All of this is disturbing on many levels. Normally, the court tries not to decide cases on constitutional grounds if they can be resolved more simply. Here the court is reaching out to decide a constitutional issue that could change the direction of American democracy.
The court usually shows great respect for its own precedents, a point Chief Justice John Roberts made at his confirmation hearings. Now the court appears ready, without any particular need, to overturn important precedents and decades of federal and state law.
The scheduling is enormously troubling. There is no rush to address the constitutionality of the corporate expenditures limit. But the court is racing to do that in a poorly chosen case with no factual record on the critical question, making careful deliberation impossible.
Most disturbing, though, is the substance of what the court seems poised to do. If corporations are allowed to spend from their own treasuries on elections — rather than through political action committees, which take contributions from company employees — it would usher in an unprecedented age of special-interest politics.
Corporations would have an enormous say in who wins federal elections. They would be able to use this influence to obtain subsidies, stimulus money and tax loopholes and to undo protections for investors, workers and consumers. It would take an extraordinarily brave member of Congress to stand up to agents of big business who then could say, quite credibly, that they would spend whatever it takes in the next election to defeat him or her.

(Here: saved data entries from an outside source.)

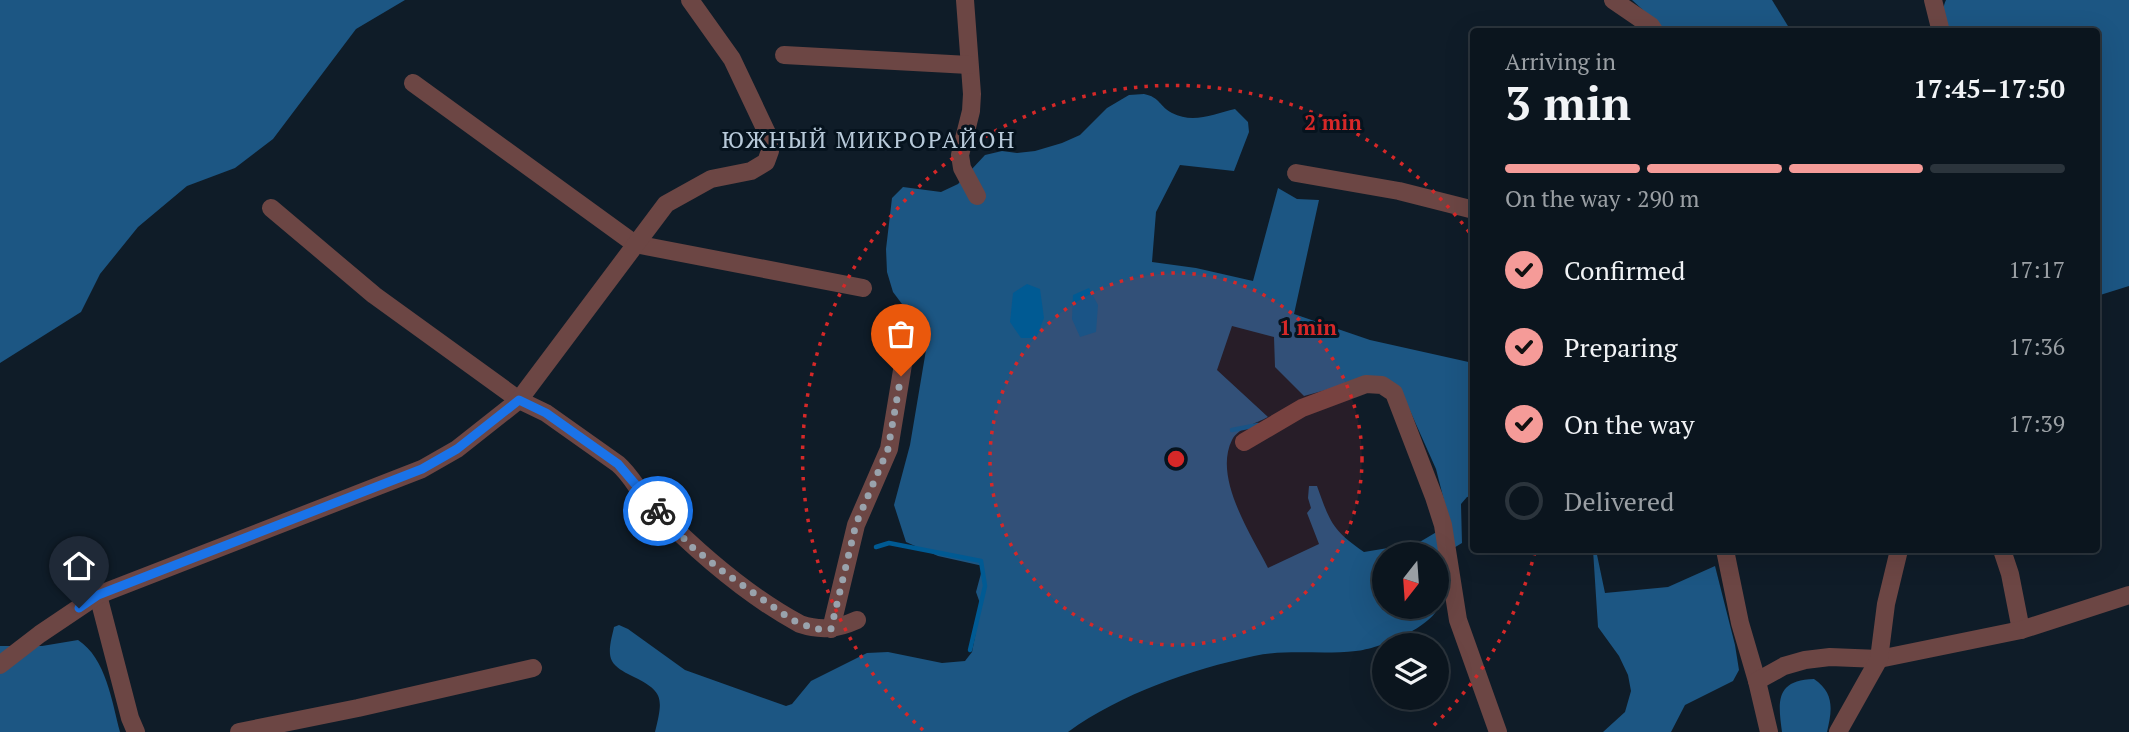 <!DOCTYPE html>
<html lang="en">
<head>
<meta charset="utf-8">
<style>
  :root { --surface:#0b151e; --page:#19222b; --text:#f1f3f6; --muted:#9a9fa4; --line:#2b343c; --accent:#f59b98 }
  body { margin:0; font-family:"PT Serif",serif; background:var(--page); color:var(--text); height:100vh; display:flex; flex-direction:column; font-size:26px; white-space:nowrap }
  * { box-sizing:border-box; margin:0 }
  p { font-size:23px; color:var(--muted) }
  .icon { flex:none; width:38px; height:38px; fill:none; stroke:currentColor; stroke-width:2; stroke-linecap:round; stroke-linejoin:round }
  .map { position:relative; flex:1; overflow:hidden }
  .panel { position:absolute; left:1470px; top:28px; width:630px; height:525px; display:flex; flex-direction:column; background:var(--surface); border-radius:7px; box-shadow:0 7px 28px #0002,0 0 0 2px var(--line) }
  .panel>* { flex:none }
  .needle { width:46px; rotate:197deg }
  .controls { position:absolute; left:1372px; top:542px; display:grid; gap:14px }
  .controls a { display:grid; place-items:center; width:77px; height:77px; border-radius:50%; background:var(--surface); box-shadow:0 7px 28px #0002,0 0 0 2px var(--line); font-size:35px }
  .pin { position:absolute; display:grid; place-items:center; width:60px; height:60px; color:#fff; margin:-72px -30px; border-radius:50% 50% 50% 0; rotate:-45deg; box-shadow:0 0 7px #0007 }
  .pin .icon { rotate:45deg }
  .courier { position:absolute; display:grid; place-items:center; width:70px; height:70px; margin:-35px; border:5px solid #1a73e8; border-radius:50%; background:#fff; color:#222; box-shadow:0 2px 9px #0007 }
  .summary em { font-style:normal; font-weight:800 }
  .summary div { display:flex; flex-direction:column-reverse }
  .summary { display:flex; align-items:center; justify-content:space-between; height:119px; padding:0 35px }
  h1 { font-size:46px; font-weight:800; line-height:52px }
  .bar { display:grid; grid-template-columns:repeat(4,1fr); gap:10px 7px; align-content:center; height:84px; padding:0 35px }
  .bar i { height:9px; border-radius:5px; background:var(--line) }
  .bar .current { background:var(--accent) }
  .bar p { grid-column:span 4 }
  ol { padding:0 35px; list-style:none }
  li { display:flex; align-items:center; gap:21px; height:77px }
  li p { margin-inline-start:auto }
  li .icon { padding:7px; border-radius:50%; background:var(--accent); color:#111; stroke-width:4 }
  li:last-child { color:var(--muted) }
  li i { width:38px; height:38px; border:4px solid var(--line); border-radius:50% }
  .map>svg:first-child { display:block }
</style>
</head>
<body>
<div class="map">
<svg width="2129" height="732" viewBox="0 0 2129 732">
  <rect width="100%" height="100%" fill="#0f1c28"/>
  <g fill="#1c5683" fill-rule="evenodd">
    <polygon points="0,0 405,0 356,29 273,139 235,168 187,186 138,227 100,274 81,312 0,363"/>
    <polygon points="1632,0 1772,0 1791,31 1666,31"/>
    <path d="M1946,0H2129V286L2097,296L2096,32L1948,31C1945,22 1941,9 1946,0Z"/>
    <path d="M1144,94C1160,97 1160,107 1172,113C1193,124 1214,114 1235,109L1248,122L1249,132L1234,171L1180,165L1156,212L1152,262L1196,268L1253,281L1278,188L1297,199L1319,200L1294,314L1370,340L1473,363V496L1467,497L1461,504L1462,543L1437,558V555H1384V607H1437V571C1438,580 1442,594 1440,603C1435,627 1378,649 1356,651C1322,655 1287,649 1254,656C1190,670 1122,693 1068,732H655C664,696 663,691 630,675C624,672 615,667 612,661C607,652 612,637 614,627L619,625L628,629L685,670L786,706L792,704L811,681L867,653L888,652L942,663L965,661L972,652L981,606L976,592L983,566L938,556L906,542L894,505L910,445L927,344L917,324L893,292L887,272L886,249L892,198L903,187L941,192L958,184L985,155L1002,151L1017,153L1035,151L1062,143L1080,135L1107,108L1129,95ZM1232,326L1274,337L1275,367L1304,396L1373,377L1407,404L1436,469L1448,516L1445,527L1418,543L1364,552C1332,530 1330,522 1317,486H1309L1308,498L1311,508L1307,513L1319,544L1268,568C1251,534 1213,478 1232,440C1238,428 1257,423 1268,417L1217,370Z"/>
    <polygon points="1593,550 1596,550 1605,593 1668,587 1715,566 1735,645 1739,670 1733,681 1685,705 1671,732 1603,732 1625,712 1631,691 1628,675 1619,656 1598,627"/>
    <path d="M78,640C106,658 112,702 120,732H0V646H42Z"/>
    <path d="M1814,679C1835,693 1832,711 1827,732H1782C1778,702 1775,680 1814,679Z"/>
  </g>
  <g fill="#005a93">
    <polygon points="1027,284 1040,289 1044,318 1036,338 1021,338 1010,322 1013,293"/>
    <polygon points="1089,288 1098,305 1096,332 1080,337 1072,319 1073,295"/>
  </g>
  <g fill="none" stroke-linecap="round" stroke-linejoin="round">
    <g stroke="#005a93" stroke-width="4.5">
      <polyline points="1232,430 1258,425"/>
      <polyline points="876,547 889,543 981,561 985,586 970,650"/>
    </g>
    <g stroke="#6c4644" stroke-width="18">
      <polyline points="965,0 972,94 971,111 960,155 962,168 977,196"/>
      <polyline points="1613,0 1651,26 1655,32"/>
      <polyline points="1933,0 1941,32"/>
      <polyline points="784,55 969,65"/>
      <polyline points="413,83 635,244 863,288"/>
      <polyline points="1296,173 1399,191 1474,210"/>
      <path d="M271,208L374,295L519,400L546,413L618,464C632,476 639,493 652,506C695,550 746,595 800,624C821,631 837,629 857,620"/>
      <polyline points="1244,442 1302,408 1366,384 1382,385 1394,393 1434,497 1443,525 1458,620 1498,732"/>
      <polyline points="1725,550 1740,623 1757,681"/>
      <polyline points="2002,550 2010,574 2021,630"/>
      <polyline points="98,595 130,718 136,732"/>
      <polyline points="831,629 856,525 889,449 909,328"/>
      <polyline points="0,665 40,634 98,595 422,469 457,449 519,400 666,204 711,179 751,171 766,162 770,151 767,133 732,59 690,0"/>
      <polyline points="239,732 358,708 533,668"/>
      <polyline points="1769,732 1757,681 1784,666 1805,660 1830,657 1879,659 2021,630 2129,595"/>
      <polyline points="1838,732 1879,659 1886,604 1899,550"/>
    </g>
  </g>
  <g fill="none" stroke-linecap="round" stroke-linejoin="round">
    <polyline stroke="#99a3ad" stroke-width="7" stroke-dasharray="0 12.6" points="658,511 692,547 725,573 792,620 815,629 831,629 856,524 888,449 901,376"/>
    <polyline stroke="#1a73e8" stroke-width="9" points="79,608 98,595 422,469 457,449 519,400 546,413 618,464 658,511"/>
  </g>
  <circle cx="1176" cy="459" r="186" fill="#d62828" fill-opacity=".12"/>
  <g fill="none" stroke="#d62828" stroke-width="3.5" stroke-dasharray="3.5 7">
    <circle cx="1176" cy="459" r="186"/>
    <path d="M1535 552A371 371 0 0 1 1429 730M923 730A371 371 0 1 1 1472 236"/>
  </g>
  <g text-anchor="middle" stroke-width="6" stroke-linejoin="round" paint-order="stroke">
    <g font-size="23" letter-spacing="2" fill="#b8cada" stroke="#06131e">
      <text x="869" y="148">ЮЖНЫЙ МИКРОРАЙОН</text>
    </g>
  </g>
  <circle cx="1176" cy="459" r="10" fill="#d62828" stroke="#06131e" stroke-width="3.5"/>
  <g font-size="21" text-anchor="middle" font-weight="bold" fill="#d62828" stroke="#06131e" stroke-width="6" stroke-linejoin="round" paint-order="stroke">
    <text x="1333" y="130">2 min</text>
    <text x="1308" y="335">1 min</text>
  </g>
</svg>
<div class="controls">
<a><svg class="needle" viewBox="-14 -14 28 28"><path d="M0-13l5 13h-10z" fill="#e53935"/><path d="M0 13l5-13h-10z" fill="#9a9fa4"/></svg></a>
<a><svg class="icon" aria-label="layers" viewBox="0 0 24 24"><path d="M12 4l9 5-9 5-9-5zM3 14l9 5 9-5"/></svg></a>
</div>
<div class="pin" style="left:901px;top:376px;background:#ea580c"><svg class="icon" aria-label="bag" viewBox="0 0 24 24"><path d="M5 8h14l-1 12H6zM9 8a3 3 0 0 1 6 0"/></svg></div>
<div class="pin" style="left:79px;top:608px;background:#1f2937"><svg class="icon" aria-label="home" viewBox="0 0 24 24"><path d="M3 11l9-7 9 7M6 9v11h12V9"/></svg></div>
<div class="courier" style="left:658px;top:511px"><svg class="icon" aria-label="bike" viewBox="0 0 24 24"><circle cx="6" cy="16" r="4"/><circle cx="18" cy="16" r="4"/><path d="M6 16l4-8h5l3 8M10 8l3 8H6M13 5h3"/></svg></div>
<section class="panel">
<div class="summary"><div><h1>3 min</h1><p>Arriving in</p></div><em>17:45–17:50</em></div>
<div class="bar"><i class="current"></i><i class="current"></i><i class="current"></i><i></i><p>On the way · 290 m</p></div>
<ol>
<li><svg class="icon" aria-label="check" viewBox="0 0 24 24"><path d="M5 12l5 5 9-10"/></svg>Confirmed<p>17:17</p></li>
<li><svg class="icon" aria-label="check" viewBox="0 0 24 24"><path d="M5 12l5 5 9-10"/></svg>Preparing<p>17:36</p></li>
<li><svg class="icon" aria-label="check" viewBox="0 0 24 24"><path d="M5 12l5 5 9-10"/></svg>On the way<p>17:39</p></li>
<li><i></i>Delivered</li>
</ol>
</section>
</div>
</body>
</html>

The conservative majority on the court likes to present itself as deferential to the elected branches of government and as minimalists about the role of judges. Chief Justice Roberts promised the Senate that if confirmed he would remember that it’s his “job to call balls and strikes and not to pitch or bat.”
If the court races to overturn federal and state laws, and its well-established precedents, to free up corporations to drown elections in money, it will be swinging for the fences. The American public will be the losers.